Now the Sounders have to rediscover their winning ways Wednesday or see the season end with an early playoff exit. As the No. 4 seed in the Western Conference, Seattle will host No. 5 Colorado Wednesday night in a play-in game, with the winner advancing to a two-game, aggregate-goal series against top-seeded Portland.
Logic says that the Sounders are in a bad place heading into the playoffs; a team that went into a late-season tailspin and has yet to fully turn things around, even if Sunday's game was a much better performance. But if this Sounders season, as well as the league's playoff history, have taught us anything, it's that logic doesn't always apply.
Really, we have no idea what the Sounders are going to do in the playoffs. They could get blown out by Colorado, a team that beat -- no wait, drubbed, that's a better description -- them 5-1 earlier this month, or they could get hot and win their first MLS Cup. Neither extreme, nor anything in between, would be surprising at this point. This season has seen the Sounders get off to a sluggish start, then responded with a hot streak in May, then go through a bit of a midseason swoon, then won eight of nine late in the summer before having the wheels fall off down the stretch.
"We lost four games in a row, today it was important to play well first, and don't lose," said defender Djimi Traore. "... I think we did very well, unfortunately we draw, but it's like that. Now I think the confidence is back."
And if anything is harder to predict than this Sounders season, it's the MLS playoffs. Last year the Galaxy were a No. 4 seed, got hot in the playoffs, and won a title over fifth-seeded Houston. In 2010, a pair of three seeds met for the title with Colorado winning it, and the year before that, fourth-seeded Real Salt Lake, beat the top-seeded Galaxy. So to recap, since Seattle joined the league, two four seeds and a three seed have won titles, and only one top seed, L.A. in 2011, has taken home the MLS Cup.
That's why as disappointing as it might be to see Dempsey's first goal as a Sounder, a skillful tap-in with the outside of his foot in the 30th minute, go to waste, it might not end up making a difference in the postseason. And it's why even though the Sounders got a huge break when a header by Omar Gonzalez that was cleared by Osvaldo Alonso was incorrectly not ruled a goal, not taking advantage of their good fortune may not matter in the end for the Sounders.
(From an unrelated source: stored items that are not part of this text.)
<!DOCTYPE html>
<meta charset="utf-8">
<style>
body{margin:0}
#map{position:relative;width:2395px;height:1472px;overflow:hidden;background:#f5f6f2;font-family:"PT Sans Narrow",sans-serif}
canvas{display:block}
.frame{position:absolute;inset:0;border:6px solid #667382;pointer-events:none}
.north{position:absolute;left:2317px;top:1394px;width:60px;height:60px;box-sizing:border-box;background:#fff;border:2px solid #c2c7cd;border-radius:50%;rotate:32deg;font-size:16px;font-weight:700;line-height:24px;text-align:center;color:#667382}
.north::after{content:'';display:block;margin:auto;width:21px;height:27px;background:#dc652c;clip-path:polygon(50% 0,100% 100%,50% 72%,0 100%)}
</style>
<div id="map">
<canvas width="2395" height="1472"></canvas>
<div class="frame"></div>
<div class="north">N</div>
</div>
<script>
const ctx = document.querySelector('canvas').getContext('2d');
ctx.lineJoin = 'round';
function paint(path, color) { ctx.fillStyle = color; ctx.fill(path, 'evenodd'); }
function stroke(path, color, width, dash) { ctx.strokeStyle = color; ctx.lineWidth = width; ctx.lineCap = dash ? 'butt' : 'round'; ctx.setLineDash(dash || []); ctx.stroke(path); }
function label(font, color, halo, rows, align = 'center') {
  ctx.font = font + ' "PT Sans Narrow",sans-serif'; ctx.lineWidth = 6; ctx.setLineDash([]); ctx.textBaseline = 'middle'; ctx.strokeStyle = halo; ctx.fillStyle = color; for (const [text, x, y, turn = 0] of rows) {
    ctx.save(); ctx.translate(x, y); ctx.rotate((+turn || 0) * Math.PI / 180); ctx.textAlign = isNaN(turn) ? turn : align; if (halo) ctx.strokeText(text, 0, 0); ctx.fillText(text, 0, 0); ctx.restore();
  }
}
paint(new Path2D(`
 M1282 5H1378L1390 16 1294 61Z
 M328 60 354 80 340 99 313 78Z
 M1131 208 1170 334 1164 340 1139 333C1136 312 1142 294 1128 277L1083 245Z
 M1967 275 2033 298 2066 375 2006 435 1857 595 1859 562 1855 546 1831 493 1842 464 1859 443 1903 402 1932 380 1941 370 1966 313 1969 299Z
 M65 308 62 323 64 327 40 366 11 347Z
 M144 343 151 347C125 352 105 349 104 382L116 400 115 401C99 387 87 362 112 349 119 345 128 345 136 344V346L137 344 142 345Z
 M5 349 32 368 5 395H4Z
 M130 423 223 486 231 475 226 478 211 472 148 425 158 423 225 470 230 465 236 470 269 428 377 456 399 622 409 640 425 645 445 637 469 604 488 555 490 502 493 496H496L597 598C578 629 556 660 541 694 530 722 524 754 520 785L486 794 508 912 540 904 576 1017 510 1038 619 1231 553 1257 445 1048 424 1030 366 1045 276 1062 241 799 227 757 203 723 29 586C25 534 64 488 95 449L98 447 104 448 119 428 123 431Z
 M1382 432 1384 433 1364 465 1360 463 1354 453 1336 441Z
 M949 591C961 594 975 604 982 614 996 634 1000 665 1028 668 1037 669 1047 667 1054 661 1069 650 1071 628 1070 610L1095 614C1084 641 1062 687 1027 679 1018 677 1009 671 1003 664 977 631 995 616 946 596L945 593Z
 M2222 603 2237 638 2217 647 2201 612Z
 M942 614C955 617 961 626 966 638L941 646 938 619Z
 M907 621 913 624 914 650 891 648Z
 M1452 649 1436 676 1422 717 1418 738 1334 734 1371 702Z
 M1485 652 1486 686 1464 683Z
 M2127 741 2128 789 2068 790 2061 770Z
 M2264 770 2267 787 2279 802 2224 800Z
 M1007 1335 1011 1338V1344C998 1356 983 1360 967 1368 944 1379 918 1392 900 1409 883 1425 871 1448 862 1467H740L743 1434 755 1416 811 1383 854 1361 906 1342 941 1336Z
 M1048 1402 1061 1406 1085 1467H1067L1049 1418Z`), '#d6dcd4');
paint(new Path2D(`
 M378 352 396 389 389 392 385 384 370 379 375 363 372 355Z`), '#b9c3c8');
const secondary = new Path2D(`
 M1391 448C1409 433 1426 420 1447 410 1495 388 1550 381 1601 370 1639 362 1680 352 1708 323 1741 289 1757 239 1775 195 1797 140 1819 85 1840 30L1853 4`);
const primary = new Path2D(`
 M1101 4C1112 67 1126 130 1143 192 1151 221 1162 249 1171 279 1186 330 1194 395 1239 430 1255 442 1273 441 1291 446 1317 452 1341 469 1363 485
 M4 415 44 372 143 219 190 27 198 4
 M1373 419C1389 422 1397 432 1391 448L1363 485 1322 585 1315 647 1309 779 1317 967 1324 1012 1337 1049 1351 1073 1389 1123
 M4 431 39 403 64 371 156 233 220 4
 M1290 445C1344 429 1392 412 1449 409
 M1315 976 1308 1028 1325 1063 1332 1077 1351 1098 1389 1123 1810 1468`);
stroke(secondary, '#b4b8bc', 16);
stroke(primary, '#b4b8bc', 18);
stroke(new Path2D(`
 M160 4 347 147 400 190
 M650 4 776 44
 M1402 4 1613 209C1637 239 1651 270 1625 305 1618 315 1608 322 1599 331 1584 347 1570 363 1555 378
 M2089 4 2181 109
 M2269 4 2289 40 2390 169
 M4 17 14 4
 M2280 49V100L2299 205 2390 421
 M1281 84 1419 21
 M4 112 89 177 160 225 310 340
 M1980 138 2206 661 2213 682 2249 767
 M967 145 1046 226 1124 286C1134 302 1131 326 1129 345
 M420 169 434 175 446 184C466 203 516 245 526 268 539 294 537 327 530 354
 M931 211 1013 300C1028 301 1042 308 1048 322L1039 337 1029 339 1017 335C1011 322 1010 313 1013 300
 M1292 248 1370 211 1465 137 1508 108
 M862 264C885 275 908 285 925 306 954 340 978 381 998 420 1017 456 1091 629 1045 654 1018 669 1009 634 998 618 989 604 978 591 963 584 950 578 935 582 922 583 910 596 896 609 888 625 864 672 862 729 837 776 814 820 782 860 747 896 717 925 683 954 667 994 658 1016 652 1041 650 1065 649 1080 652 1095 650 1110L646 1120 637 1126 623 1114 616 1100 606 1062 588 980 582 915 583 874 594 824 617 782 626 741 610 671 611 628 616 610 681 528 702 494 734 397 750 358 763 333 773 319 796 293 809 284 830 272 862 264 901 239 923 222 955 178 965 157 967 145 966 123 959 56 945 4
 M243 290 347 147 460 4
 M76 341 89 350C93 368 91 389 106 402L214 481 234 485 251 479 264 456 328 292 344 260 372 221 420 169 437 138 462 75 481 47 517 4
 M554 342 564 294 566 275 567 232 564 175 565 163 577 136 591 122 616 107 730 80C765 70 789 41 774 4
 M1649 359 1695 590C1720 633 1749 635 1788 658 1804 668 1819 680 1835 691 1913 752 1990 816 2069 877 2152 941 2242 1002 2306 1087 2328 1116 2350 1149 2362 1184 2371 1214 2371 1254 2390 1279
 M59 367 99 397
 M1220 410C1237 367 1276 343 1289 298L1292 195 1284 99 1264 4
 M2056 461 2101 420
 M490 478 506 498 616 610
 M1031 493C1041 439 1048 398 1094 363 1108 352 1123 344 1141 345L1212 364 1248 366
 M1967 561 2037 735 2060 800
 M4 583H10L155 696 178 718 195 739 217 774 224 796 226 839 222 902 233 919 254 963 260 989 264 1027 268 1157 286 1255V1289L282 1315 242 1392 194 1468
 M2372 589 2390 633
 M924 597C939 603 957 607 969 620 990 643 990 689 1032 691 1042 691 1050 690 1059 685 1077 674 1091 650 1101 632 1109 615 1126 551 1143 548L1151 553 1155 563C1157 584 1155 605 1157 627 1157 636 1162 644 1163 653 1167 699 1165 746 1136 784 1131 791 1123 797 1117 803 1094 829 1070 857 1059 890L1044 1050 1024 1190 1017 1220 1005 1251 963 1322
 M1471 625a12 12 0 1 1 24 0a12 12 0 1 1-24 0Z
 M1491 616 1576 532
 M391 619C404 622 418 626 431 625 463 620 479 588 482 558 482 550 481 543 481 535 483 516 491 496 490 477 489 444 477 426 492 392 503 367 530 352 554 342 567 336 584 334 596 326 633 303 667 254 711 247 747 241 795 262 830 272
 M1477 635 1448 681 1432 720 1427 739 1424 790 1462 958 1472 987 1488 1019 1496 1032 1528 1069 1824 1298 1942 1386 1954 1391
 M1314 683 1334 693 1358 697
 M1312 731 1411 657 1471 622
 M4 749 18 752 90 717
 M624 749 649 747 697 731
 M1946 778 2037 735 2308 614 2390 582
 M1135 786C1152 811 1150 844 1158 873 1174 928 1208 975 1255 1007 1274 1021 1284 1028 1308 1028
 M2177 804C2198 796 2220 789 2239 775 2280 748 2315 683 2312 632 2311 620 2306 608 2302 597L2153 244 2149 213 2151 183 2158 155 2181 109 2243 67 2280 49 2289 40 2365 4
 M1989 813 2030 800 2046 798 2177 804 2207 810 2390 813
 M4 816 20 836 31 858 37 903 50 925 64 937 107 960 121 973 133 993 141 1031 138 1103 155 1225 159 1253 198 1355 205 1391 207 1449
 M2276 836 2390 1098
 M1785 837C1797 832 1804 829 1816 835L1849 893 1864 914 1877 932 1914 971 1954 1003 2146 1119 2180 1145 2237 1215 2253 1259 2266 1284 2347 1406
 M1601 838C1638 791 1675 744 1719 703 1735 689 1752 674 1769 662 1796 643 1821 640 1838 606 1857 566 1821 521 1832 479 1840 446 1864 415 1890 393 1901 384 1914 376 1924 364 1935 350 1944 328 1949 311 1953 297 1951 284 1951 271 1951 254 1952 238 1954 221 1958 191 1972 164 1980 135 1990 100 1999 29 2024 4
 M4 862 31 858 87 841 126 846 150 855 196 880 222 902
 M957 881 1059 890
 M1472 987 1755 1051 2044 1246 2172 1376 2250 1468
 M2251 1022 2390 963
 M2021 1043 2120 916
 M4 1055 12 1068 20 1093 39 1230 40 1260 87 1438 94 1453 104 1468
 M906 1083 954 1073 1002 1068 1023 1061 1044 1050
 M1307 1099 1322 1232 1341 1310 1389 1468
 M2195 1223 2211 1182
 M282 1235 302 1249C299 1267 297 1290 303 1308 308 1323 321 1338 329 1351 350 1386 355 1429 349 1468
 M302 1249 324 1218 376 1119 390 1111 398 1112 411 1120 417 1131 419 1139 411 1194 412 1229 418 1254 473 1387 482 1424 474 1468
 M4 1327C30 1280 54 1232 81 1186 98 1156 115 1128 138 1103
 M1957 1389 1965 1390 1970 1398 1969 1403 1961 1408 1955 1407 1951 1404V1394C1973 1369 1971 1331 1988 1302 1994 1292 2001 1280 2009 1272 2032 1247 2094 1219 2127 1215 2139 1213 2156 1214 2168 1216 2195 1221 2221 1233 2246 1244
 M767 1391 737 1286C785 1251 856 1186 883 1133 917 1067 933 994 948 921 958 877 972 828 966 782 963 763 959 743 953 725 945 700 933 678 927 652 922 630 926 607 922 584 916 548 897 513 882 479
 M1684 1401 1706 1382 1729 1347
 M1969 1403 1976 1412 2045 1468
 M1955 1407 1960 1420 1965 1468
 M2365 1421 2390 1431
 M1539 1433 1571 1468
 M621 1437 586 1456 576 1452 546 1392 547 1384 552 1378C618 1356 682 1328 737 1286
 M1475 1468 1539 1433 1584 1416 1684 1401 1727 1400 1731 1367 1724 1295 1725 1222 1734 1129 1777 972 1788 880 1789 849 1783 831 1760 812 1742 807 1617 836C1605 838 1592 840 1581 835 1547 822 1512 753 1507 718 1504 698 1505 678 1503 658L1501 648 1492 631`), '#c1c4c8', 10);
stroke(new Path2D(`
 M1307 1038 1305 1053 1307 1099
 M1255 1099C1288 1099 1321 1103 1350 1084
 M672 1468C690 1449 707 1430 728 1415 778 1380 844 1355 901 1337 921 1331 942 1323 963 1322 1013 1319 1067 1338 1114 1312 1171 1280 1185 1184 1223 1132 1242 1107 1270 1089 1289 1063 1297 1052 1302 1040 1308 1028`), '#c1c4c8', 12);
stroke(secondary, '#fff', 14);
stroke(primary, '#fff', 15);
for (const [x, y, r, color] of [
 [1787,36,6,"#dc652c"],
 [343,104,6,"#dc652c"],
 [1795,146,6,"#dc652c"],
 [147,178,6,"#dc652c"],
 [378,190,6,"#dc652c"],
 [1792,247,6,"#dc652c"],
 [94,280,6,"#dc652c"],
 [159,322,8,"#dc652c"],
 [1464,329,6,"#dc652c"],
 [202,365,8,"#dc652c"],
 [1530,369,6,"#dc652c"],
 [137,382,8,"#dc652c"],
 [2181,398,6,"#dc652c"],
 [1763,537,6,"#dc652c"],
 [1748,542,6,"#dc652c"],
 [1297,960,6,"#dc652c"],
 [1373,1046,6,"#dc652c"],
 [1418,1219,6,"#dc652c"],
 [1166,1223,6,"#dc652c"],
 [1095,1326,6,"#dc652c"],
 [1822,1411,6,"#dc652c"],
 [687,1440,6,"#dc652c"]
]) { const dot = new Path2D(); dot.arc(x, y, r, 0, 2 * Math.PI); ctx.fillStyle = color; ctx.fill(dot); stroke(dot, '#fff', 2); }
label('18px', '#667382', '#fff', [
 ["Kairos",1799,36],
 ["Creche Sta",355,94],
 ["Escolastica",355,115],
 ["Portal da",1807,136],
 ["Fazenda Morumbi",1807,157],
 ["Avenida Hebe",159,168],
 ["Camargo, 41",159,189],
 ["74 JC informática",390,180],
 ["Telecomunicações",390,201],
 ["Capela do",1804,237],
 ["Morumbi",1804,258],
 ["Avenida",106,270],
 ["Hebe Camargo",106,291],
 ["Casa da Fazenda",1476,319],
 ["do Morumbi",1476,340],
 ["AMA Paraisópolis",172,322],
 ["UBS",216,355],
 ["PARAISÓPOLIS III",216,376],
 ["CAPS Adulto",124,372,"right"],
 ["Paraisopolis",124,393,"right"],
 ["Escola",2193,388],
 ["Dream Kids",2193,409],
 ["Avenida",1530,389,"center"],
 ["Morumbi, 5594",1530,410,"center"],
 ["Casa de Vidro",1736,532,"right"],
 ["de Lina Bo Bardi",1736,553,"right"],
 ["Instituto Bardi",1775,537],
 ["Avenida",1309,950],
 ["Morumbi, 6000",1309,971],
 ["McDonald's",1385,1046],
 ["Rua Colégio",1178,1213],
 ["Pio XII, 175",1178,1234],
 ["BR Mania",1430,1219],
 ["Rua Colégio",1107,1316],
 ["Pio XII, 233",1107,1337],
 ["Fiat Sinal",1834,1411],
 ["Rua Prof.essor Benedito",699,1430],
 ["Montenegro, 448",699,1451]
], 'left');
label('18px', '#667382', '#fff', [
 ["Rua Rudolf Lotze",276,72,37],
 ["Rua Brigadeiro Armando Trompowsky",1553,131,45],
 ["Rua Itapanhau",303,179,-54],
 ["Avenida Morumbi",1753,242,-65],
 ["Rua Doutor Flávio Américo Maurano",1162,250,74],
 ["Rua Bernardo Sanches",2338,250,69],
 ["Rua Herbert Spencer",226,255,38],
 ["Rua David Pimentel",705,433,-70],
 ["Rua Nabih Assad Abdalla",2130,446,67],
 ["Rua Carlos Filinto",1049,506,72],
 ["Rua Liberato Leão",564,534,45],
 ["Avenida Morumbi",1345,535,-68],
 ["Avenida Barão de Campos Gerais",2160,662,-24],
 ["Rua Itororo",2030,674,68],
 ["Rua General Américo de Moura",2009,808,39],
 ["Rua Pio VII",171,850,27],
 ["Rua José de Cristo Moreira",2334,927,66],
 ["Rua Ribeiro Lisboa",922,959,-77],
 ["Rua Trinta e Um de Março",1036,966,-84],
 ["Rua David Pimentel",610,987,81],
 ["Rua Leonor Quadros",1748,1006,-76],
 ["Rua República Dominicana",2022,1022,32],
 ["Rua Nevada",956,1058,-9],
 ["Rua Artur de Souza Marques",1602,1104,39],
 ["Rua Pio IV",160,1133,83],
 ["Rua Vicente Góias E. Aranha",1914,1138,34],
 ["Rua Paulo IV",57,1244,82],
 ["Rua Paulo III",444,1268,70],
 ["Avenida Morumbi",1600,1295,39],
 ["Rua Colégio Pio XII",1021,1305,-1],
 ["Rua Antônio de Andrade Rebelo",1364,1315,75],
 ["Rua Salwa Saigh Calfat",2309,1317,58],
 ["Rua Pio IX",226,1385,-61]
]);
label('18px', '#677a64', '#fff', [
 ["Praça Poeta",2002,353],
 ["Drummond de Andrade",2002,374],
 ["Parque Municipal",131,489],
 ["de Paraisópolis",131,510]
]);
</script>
"It doesn't matter," said midfielder Adam Moffat, who was on that Houston team that went to the finals as a five seed last year. "You look at teams like Salt Lake when they won a championship, they sneaked in there on the last day. Colorado when they won, they weren't in the greatest position either a few years ago. It really doesn't matter. It's once you get in there, can you produce your best? It's about getting that form back that we had maybe a couple months ago, and if we can do that in the playoffs, we can definitely win it."
Or, if you're the even more optimistic type, you can go with Brad Evans' outlook of, "We're due for a win, that's the most important thing, we're due for a win."
Due for a win, or ending the season in a funk? Every possibility is on the table for the incredibly inconsistent Sounders starting Wednesday, and while they would have loved to get the victory Sunday that would have kept them out of the play-in game, they also know nothing is lost yet.
"It's definitely doable," Moffat said. "I wouldn't say you want to do it. You don't think, 'Oh, let's try to finish fourth or fifth.' But we're in the position we're in, and I don't think it's too bad. . . We know we can still do it."